Rulo Prieto

Personal information
- Full name: Raúl Prieto Odena
- Date of birth: 24 October 1995 (age 30)
- Place of birth: Valencia, Spain
- Height: 1.86 m (6 ft 1 in)
- Position: Left back

Team information
- Current team: Calvo Sotelo

Youth career
- Valencia

Senior career*
- Years: Team / Apps / (Gls)
- 2014–2015: Valencia B / 1 / (0)
- 2015: → Ribarroja (loan) / 10 / (0)
- 2015–2016: Olímpic Xàtiva / 29 / (0)
- 2016–2017: Linense / 24 / (0)
- 2017–2018: Huesca / 11 / (0)
- 2018–2019: Alcorcón / 0 / (0)
- 2018: → Racing Santander (loan) / 7 / (0)
- 2019: → Levante B (loan) / 14 / (0)
- 2019–2020: Hércules / 4 / (1)
- 2020–2022: Cornellà / 44 / (1)
- 2023–2024: Penya Independent / 34 / (1)
- 2025: Peña Deportiva / 6 / (0)
- 2025–: Calvo Sotelo / 5 / (0)

= Rulo Prieto =

Spanish footballer

Raúl "Rulo" Prieto Odena (born 24 October 1995), commonly known as just Rulo, is a Spanish footballer who plays as a left back for Tercera Federación club Calvo Sotelo.

==Club career==
Rulo was born in Valencia, Rulo finished his formation with Valencia CF. He made his senior debut with the reserves on 24 August 2014, coming on as a late substitute for Álex López in a 1–2 Segunda División B away loss against RCD Mallorca B.
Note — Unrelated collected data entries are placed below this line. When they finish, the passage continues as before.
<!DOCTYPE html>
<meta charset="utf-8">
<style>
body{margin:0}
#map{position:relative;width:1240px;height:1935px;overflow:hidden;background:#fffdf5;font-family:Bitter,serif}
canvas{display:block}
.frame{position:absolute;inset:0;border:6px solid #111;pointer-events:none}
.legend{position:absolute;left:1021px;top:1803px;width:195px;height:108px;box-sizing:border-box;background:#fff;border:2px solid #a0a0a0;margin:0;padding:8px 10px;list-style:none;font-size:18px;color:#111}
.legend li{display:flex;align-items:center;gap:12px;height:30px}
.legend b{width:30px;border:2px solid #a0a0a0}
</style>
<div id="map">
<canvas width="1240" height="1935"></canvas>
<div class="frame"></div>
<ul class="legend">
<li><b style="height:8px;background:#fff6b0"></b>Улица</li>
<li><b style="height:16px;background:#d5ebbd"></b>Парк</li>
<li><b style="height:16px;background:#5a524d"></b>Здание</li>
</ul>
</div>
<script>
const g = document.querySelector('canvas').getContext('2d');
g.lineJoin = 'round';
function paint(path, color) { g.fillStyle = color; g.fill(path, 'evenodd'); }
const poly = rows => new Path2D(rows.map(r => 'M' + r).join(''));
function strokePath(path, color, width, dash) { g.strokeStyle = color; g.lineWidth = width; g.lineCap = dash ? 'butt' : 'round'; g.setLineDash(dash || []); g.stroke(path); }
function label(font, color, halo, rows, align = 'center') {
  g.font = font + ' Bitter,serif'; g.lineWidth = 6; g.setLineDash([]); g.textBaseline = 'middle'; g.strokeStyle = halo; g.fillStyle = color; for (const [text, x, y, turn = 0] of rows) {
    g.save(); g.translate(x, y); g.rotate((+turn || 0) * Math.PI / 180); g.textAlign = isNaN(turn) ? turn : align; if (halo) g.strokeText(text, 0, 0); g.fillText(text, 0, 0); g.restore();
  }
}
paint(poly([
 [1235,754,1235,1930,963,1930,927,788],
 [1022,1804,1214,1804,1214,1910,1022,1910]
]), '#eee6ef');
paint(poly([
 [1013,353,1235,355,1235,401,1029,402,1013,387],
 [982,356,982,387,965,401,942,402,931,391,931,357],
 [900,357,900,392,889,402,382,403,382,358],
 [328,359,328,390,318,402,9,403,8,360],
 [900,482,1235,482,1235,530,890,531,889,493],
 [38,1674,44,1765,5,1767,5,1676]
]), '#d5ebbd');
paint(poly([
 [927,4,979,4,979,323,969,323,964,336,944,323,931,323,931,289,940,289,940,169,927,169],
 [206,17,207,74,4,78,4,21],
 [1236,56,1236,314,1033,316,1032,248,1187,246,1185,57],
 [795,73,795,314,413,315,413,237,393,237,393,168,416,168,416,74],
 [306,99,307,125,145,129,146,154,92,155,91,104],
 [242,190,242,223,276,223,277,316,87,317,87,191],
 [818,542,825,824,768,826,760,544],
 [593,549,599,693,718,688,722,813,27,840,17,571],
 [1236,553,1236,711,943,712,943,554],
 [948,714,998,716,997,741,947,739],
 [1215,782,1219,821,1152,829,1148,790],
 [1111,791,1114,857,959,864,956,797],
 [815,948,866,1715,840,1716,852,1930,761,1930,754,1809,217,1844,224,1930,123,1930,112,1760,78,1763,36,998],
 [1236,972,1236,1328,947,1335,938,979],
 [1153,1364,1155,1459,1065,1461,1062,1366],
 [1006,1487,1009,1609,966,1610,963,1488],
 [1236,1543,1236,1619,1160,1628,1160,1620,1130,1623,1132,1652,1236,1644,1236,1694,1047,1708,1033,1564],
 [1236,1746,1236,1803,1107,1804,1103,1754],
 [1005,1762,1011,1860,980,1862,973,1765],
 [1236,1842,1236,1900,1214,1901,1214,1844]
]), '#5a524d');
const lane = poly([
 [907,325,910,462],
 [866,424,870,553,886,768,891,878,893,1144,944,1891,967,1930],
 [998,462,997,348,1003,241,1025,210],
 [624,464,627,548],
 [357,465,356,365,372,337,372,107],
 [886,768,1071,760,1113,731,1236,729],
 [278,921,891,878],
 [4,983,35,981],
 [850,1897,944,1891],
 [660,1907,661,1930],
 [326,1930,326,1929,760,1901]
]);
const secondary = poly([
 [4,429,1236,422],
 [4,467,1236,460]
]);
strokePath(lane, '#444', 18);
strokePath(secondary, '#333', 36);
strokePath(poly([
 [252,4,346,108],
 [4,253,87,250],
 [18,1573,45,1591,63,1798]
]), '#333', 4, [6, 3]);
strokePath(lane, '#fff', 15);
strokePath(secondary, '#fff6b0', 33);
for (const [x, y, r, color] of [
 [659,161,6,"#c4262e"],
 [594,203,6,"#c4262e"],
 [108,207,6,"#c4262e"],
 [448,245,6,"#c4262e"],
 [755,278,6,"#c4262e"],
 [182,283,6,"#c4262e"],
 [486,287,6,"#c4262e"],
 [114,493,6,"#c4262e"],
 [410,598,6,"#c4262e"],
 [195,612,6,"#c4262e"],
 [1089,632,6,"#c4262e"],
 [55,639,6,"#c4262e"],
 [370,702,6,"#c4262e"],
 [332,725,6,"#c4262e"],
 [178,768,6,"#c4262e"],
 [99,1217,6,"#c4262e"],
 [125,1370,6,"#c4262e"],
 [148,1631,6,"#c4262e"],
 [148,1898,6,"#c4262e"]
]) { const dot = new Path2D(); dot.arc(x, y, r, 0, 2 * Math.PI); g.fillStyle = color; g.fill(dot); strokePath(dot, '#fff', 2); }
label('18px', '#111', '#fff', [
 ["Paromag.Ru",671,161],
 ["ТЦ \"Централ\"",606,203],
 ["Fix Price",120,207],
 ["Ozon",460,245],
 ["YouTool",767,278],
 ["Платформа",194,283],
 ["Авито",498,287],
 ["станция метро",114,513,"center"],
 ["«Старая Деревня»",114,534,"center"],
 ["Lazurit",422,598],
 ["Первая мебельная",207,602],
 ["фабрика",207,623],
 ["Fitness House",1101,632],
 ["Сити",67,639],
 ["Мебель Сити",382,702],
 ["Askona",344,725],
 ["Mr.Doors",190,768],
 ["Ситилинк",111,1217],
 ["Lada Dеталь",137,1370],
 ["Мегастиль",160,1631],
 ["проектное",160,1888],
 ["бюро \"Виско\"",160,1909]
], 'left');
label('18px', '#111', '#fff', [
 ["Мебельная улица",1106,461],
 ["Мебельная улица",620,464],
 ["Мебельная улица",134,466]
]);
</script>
After featuring rarely, Rulo was loaned to Tercera División side Ribarroja CF on 27 January 2015, until June. Returning from loan, he moved to CD Olímpic de Xàtiva in the third level on 17 August.

On 11 July 2016, after suffering relegation, Rulo signed for Real Balompédica Linense still in the third division. The following 7 July, he signed a two-year deal with Segunda División side SD Huesca.

Rulo made his professional debut on 6 September 2017, starting in a 0–2 home loss against Real Valladolid, for the season's Copa del Rey. He contributed with eleven league appearances during the campaign, as his side achieved a first-ever promotion to La Liga.

On 16 August 2018, Rulo signed a two-year contract with AD Alcorcón in the second division, and was immediately loaned to Racing de Santander for one year. The following 24 January, after being sparingly used, he moved to fellow third division side Atlético Levante UD, on loan until June; upon returning, he terminated his contract on 16 July 2019.

On 23 January 2020, after six months at Hércules CF, Rulo moved to fellow third division side UE Cornellà.